A single total is needed, the number of lines of this listing that contain the string "green".

PROVIDED RECORDS –
════
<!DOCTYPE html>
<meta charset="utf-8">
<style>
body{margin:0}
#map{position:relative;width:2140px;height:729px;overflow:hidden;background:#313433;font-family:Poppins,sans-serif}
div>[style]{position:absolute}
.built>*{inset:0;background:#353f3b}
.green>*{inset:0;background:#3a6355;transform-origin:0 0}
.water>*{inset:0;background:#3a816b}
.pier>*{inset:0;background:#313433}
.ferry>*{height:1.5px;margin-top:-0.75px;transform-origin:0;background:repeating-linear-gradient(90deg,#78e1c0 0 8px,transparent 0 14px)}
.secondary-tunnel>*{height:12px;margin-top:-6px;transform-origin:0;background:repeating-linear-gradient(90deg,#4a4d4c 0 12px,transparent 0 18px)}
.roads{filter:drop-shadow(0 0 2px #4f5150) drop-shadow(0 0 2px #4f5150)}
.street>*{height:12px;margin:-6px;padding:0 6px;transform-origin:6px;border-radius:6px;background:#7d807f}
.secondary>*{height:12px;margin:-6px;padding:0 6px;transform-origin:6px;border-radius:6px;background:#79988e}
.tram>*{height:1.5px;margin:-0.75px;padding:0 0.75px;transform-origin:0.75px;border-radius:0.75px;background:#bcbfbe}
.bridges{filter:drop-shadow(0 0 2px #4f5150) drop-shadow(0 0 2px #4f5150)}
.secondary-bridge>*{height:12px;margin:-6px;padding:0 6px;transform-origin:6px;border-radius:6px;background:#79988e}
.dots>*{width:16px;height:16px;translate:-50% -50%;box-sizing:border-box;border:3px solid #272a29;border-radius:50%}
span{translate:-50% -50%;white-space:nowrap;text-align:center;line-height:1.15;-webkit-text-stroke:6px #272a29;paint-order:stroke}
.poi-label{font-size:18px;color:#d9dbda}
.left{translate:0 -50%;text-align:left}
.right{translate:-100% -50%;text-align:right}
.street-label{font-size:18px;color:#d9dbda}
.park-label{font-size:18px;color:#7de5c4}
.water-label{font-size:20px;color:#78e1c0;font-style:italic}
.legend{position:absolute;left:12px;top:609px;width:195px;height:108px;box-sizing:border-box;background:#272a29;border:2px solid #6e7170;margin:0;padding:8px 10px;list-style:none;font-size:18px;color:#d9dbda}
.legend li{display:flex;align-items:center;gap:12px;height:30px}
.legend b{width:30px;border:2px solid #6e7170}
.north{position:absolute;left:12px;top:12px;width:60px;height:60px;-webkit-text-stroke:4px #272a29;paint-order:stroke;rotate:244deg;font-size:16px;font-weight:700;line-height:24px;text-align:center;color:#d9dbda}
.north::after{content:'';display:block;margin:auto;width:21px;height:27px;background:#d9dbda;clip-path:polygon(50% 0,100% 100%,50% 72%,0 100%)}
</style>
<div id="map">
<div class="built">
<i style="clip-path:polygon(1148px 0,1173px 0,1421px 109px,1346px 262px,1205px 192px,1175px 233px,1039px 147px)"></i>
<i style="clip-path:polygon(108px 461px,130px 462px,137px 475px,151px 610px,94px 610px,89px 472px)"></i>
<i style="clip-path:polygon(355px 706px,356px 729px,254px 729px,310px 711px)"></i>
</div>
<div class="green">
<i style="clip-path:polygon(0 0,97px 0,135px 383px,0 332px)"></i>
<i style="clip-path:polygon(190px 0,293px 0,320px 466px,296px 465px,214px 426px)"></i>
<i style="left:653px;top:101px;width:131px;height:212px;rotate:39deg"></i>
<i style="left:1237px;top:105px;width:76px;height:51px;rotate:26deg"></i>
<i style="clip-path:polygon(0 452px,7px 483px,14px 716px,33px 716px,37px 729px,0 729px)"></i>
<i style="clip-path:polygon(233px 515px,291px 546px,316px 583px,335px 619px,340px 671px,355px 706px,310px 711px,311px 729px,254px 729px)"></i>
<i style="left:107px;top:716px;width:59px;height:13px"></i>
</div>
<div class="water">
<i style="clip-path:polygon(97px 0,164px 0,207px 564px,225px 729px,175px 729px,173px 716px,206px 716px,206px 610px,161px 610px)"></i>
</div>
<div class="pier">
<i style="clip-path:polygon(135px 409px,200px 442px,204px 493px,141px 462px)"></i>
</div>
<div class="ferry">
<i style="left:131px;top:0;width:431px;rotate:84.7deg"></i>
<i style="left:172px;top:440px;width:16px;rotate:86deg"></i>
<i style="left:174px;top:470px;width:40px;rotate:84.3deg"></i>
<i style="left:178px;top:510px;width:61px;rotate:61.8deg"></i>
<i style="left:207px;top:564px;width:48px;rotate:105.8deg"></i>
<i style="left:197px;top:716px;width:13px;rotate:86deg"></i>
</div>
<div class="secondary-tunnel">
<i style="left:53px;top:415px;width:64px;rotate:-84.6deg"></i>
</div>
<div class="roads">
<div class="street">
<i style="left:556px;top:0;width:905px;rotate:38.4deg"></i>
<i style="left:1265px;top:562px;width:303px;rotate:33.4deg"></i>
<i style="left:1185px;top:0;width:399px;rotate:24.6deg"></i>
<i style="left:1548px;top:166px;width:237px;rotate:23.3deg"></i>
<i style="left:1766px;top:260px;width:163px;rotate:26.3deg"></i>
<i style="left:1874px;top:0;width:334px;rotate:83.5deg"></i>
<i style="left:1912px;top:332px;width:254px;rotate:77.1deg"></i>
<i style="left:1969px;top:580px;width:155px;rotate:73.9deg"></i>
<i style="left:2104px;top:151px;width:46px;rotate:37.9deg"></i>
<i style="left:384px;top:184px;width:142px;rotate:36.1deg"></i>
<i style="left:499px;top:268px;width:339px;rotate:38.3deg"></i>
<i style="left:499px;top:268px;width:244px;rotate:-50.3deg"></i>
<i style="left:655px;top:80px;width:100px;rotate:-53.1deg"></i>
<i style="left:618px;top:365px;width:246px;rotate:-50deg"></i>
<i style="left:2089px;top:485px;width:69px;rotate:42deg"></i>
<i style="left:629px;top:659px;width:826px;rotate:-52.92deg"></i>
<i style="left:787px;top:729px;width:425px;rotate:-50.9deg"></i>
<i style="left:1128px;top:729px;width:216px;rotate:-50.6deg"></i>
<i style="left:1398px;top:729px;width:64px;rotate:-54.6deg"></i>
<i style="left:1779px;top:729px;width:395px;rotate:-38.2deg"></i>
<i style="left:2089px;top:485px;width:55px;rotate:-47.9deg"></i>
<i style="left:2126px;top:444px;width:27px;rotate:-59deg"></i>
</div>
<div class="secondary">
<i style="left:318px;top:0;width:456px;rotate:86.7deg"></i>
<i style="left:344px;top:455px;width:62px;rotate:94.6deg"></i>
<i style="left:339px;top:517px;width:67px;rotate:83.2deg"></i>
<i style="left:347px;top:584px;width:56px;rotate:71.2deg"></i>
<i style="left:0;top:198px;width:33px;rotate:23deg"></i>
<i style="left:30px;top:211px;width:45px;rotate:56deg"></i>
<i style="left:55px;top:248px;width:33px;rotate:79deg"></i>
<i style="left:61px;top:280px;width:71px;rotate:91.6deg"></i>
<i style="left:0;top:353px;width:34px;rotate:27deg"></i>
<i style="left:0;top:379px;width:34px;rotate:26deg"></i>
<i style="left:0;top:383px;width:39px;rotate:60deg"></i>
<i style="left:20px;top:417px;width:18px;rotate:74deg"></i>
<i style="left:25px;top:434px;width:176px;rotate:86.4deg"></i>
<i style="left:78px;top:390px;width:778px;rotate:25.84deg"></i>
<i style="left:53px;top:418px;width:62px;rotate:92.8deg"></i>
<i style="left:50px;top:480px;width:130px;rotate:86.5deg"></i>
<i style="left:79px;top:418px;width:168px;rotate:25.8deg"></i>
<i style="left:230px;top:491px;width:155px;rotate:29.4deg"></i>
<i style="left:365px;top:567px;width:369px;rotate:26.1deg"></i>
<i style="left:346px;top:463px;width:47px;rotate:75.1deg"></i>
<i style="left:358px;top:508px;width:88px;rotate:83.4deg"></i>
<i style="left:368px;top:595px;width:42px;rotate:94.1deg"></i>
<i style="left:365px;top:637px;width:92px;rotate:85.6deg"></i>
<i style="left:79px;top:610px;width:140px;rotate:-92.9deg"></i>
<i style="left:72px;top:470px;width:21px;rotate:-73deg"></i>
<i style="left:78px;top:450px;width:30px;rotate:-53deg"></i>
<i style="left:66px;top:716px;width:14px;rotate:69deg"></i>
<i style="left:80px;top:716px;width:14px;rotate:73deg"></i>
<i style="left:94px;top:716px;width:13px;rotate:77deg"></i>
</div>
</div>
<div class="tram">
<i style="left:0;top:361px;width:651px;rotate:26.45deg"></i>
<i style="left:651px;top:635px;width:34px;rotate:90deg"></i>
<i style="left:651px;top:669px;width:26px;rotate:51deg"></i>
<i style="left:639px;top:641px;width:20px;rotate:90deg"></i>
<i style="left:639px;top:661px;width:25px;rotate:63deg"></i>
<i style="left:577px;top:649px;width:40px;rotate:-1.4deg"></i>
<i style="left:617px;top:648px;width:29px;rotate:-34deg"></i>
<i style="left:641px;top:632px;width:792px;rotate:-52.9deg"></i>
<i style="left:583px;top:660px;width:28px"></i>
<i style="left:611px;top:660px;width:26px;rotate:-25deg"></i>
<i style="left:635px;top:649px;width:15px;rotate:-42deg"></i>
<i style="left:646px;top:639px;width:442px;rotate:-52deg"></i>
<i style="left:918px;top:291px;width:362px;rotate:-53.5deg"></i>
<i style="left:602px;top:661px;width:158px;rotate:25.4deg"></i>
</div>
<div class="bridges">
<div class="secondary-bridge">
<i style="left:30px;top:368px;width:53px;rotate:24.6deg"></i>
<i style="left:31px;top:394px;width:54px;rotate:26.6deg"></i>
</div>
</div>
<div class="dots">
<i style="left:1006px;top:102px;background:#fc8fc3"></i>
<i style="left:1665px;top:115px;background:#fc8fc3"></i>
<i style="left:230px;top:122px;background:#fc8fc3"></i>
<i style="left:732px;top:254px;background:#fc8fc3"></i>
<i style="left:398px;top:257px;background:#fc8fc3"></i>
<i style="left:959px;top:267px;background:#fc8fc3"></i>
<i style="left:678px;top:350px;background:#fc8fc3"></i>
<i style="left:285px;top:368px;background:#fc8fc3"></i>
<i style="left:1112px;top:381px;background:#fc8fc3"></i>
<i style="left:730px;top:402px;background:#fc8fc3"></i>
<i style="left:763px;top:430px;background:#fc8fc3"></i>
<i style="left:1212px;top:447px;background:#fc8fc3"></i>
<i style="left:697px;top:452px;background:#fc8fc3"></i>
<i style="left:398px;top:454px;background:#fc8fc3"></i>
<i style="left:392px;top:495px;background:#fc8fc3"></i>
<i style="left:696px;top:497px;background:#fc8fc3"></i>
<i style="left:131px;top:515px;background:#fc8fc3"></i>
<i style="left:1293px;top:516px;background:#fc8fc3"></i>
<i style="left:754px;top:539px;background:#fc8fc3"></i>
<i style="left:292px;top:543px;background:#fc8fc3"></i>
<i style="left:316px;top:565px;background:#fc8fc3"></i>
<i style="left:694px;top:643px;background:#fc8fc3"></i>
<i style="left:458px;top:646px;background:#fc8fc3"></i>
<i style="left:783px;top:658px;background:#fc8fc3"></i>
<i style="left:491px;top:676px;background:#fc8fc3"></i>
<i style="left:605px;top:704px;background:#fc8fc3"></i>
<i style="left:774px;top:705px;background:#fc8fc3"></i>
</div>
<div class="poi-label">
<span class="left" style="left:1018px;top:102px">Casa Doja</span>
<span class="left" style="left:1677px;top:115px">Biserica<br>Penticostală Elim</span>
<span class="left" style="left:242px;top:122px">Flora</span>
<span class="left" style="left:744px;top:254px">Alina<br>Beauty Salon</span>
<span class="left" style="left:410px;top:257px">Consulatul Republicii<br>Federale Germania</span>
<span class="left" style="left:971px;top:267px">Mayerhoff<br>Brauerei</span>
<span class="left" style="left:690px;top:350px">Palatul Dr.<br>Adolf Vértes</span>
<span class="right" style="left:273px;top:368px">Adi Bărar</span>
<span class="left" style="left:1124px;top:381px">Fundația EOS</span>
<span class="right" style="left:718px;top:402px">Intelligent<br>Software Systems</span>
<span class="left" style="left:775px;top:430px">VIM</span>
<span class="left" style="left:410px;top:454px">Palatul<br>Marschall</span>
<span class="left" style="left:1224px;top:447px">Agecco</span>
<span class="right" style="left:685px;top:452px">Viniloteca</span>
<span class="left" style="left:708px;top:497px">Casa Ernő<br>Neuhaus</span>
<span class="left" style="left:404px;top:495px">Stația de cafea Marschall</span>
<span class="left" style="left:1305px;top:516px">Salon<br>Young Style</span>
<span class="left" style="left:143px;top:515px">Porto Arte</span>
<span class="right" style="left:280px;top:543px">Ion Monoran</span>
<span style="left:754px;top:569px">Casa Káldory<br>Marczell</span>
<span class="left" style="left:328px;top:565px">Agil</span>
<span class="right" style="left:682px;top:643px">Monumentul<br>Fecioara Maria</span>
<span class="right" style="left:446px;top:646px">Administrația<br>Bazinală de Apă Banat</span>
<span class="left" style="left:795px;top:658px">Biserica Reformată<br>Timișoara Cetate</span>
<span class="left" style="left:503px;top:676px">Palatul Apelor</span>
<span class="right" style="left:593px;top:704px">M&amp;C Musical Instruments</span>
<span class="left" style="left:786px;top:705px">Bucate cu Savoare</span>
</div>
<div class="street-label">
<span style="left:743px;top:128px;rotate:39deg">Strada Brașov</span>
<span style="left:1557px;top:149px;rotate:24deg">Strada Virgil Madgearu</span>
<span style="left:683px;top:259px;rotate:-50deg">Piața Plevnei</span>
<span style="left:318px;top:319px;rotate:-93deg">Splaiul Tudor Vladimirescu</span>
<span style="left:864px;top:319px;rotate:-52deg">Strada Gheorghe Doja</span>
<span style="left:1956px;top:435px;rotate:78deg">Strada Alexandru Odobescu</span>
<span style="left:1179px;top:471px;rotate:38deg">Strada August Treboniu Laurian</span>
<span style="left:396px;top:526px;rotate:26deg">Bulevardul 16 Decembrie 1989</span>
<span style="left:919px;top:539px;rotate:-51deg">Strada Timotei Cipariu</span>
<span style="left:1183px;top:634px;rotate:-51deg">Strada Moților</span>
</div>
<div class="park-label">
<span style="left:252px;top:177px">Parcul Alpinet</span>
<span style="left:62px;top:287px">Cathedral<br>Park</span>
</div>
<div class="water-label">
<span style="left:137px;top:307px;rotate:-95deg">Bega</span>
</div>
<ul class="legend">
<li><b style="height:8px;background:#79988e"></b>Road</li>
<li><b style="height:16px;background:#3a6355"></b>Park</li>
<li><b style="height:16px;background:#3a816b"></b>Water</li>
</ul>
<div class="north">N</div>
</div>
════
THE ANSWER – 2